== Task instructions ==
Reply with exactly the lines from the one that contains "for (const [x, y, r, color]" through the last line of the records below, and with no other lines.

== Provided records ==
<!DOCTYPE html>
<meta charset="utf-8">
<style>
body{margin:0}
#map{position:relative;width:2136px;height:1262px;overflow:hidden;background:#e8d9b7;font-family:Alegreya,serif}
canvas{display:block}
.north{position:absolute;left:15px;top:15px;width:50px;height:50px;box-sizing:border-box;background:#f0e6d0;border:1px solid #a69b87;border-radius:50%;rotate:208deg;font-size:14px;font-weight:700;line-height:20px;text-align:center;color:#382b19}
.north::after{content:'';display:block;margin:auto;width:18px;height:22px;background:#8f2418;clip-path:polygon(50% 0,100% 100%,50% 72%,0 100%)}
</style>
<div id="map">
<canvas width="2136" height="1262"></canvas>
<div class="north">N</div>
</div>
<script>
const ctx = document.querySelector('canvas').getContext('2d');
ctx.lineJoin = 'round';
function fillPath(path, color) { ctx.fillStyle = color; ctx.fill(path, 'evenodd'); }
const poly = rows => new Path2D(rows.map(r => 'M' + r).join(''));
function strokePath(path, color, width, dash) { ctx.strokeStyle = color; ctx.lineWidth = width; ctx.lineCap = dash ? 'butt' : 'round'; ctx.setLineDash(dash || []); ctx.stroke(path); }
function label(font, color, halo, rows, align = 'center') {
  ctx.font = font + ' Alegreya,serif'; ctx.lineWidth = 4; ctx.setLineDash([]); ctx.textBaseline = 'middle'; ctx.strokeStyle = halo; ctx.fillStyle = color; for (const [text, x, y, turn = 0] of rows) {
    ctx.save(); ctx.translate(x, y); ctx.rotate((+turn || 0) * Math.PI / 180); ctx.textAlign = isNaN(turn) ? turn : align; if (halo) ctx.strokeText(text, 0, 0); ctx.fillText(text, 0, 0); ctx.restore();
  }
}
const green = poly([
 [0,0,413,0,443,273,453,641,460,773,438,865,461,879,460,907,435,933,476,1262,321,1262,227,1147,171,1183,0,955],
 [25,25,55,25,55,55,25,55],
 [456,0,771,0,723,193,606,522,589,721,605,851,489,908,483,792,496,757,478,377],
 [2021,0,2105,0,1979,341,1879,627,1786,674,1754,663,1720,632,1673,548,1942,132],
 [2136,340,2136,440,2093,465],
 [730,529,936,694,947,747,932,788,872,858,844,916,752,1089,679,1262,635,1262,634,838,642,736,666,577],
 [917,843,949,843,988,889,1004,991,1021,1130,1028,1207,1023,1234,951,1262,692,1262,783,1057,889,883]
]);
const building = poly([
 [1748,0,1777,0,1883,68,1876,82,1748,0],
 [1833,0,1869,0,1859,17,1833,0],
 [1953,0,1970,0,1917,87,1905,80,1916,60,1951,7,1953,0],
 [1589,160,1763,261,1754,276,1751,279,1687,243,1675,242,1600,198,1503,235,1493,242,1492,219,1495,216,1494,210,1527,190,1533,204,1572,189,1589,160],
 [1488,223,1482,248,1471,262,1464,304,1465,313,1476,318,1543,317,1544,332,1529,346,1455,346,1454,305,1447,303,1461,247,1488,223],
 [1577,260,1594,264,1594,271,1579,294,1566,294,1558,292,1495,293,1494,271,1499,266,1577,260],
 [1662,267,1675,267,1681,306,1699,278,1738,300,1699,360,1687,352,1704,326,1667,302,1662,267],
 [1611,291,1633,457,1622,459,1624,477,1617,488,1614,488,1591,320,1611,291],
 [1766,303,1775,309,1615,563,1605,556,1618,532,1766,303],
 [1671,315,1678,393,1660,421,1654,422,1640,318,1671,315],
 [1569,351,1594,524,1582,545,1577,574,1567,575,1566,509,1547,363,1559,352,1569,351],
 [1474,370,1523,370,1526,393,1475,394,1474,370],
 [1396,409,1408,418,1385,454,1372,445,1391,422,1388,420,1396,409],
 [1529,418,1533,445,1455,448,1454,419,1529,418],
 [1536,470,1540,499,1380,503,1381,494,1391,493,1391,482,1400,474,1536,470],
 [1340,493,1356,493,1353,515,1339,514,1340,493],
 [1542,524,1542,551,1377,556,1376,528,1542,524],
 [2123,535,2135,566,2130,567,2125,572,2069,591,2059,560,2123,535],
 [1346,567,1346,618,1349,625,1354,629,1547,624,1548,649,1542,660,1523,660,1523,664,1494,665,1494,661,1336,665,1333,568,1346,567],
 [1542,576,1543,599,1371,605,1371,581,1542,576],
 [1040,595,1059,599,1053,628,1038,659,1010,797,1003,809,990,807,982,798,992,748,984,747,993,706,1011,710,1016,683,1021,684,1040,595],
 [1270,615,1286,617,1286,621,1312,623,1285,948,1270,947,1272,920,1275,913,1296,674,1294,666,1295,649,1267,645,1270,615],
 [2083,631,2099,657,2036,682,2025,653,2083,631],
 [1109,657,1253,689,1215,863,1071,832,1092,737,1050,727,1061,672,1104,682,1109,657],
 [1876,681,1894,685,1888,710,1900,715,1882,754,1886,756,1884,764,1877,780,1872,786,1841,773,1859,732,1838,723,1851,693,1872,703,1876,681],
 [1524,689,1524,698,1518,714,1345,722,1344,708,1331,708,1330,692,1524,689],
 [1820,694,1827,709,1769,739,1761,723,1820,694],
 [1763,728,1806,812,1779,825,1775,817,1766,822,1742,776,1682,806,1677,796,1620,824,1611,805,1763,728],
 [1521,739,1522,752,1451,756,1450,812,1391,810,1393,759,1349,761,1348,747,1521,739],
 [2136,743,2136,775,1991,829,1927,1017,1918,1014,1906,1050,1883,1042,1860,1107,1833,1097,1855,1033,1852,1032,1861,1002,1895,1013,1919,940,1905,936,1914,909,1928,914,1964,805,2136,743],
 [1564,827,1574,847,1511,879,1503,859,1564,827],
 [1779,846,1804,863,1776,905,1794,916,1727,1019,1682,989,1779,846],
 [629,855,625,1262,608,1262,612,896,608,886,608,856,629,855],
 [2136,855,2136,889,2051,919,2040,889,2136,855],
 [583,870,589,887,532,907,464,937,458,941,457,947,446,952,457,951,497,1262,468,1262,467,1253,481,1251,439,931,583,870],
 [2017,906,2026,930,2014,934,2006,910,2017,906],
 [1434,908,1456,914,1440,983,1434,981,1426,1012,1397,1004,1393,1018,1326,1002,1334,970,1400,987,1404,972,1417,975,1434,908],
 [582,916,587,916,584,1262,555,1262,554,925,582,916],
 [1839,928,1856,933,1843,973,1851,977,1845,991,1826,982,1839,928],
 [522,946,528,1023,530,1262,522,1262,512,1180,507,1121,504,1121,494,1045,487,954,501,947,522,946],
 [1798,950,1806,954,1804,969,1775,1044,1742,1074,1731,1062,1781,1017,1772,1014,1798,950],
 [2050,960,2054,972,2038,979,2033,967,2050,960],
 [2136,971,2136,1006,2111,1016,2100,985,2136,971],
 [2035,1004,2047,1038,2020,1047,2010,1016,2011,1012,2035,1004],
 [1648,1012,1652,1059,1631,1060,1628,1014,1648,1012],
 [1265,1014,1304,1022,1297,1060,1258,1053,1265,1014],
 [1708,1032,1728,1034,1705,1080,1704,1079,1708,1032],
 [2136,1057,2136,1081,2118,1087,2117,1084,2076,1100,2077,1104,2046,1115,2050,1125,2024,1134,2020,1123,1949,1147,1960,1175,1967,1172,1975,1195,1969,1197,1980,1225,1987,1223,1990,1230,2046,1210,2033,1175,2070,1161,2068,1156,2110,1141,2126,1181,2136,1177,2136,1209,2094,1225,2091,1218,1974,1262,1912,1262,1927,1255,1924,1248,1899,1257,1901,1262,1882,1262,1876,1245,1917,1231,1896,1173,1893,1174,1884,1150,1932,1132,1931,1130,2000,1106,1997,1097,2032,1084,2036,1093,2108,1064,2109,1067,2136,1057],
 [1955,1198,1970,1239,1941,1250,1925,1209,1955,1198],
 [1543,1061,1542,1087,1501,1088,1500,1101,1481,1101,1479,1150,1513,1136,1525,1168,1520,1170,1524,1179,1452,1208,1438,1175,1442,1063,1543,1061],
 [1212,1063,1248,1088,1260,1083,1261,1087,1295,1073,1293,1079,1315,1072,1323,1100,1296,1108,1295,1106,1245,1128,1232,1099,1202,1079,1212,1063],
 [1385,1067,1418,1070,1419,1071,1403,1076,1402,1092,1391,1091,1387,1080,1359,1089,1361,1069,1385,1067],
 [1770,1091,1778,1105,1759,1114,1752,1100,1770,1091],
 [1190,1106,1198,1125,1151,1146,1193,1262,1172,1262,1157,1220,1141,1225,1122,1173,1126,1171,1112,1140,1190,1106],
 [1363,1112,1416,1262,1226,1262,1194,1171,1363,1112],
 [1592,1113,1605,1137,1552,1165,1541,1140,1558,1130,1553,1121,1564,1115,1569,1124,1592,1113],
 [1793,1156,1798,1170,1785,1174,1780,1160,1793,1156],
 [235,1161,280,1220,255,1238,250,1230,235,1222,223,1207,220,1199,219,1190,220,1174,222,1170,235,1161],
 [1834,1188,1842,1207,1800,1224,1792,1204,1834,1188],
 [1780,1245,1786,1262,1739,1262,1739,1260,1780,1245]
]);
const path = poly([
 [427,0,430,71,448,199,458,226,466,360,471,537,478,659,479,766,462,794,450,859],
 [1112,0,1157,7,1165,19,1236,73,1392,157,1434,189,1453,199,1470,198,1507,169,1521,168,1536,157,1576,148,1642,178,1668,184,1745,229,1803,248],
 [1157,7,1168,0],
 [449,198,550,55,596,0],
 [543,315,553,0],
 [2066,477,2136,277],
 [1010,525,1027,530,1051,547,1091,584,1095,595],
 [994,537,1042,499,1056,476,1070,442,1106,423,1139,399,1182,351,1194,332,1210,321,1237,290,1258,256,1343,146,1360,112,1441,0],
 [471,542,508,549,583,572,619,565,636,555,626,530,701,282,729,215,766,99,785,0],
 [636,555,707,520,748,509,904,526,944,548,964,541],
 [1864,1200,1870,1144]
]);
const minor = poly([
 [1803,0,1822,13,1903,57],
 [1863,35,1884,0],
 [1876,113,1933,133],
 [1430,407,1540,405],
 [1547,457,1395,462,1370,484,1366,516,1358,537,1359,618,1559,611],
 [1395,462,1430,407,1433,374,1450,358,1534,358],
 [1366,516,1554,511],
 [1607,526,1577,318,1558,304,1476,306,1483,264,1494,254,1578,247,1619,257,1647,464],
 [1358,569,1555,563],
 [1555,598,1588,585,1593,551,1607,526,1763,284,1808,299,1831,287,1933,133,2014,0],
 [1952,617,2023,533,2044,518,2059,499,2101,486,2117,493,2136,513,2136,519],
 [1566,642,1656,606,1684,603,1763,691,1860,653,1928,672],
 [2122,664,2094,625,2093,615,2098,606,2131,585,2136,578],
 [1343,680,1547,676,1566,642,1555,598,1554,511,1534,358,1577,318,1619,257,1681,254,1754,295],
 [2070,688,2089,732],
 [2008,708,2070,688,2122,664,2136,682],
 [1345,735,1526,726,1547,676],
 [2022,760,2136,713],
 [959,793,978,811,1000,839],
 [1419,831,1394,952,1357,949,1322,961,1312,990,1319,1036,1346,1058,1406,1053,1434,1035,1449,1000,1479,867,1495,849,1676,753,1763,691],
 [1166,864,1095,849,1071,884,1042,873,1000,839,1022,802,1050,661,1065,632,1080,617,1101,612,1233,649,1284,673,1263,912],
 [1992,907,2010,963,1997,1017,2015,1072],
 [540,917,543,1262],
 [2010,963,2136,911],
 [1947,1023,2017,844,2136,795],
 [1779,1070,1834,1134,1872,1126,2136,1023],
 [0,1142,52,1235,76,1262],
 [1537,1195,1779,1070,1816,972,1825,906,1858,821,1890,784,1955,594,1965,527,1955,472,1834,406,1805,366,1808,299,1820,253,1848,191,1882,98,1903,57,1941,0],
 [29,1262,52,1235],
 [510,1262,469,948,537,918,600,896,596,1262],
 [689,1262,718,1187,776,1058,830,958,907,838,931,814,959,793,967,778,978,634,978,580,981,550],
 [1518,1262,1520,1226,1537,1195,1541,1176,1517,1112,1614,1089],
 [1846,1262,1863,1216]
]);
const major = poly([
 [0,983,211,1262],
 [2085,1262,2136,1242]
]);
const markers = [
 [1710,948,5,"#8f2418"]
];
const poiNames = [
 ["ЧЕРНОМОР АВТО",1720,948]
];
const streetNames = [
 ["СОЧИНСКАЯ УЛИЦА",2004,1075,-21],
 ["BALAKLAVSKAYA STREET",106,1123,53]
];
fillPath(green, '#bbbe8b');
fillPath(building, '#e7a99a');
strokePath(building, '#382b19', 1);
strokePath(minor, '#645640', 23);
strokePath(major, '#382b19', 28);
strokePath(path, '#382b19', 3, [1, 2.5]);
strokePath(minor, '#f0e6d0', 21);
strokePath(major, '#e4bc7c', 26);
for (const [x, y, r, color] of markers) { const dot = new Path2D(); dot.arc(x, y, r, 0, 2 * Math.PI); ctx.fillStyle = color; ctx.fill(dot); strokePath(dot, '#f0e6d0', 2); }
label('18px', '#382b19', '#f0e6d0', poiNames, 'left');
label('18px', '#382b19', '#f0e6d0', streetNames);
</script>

== Output below ==
for (const [x, y, r, color] of markers) { const dot = new Path2D(); dot.arc(x, y, r, 0, 2 * Math.PI); ctx.fillStyle = color; ctx.fill(dot); strokePath(dot, '#f0e6d0', 2); }
label('18px', '#382b19', '#f0e6d0', poiNames, 'left');
label('18px', '#382b19', '#f0e6d0', streetNames);
</script>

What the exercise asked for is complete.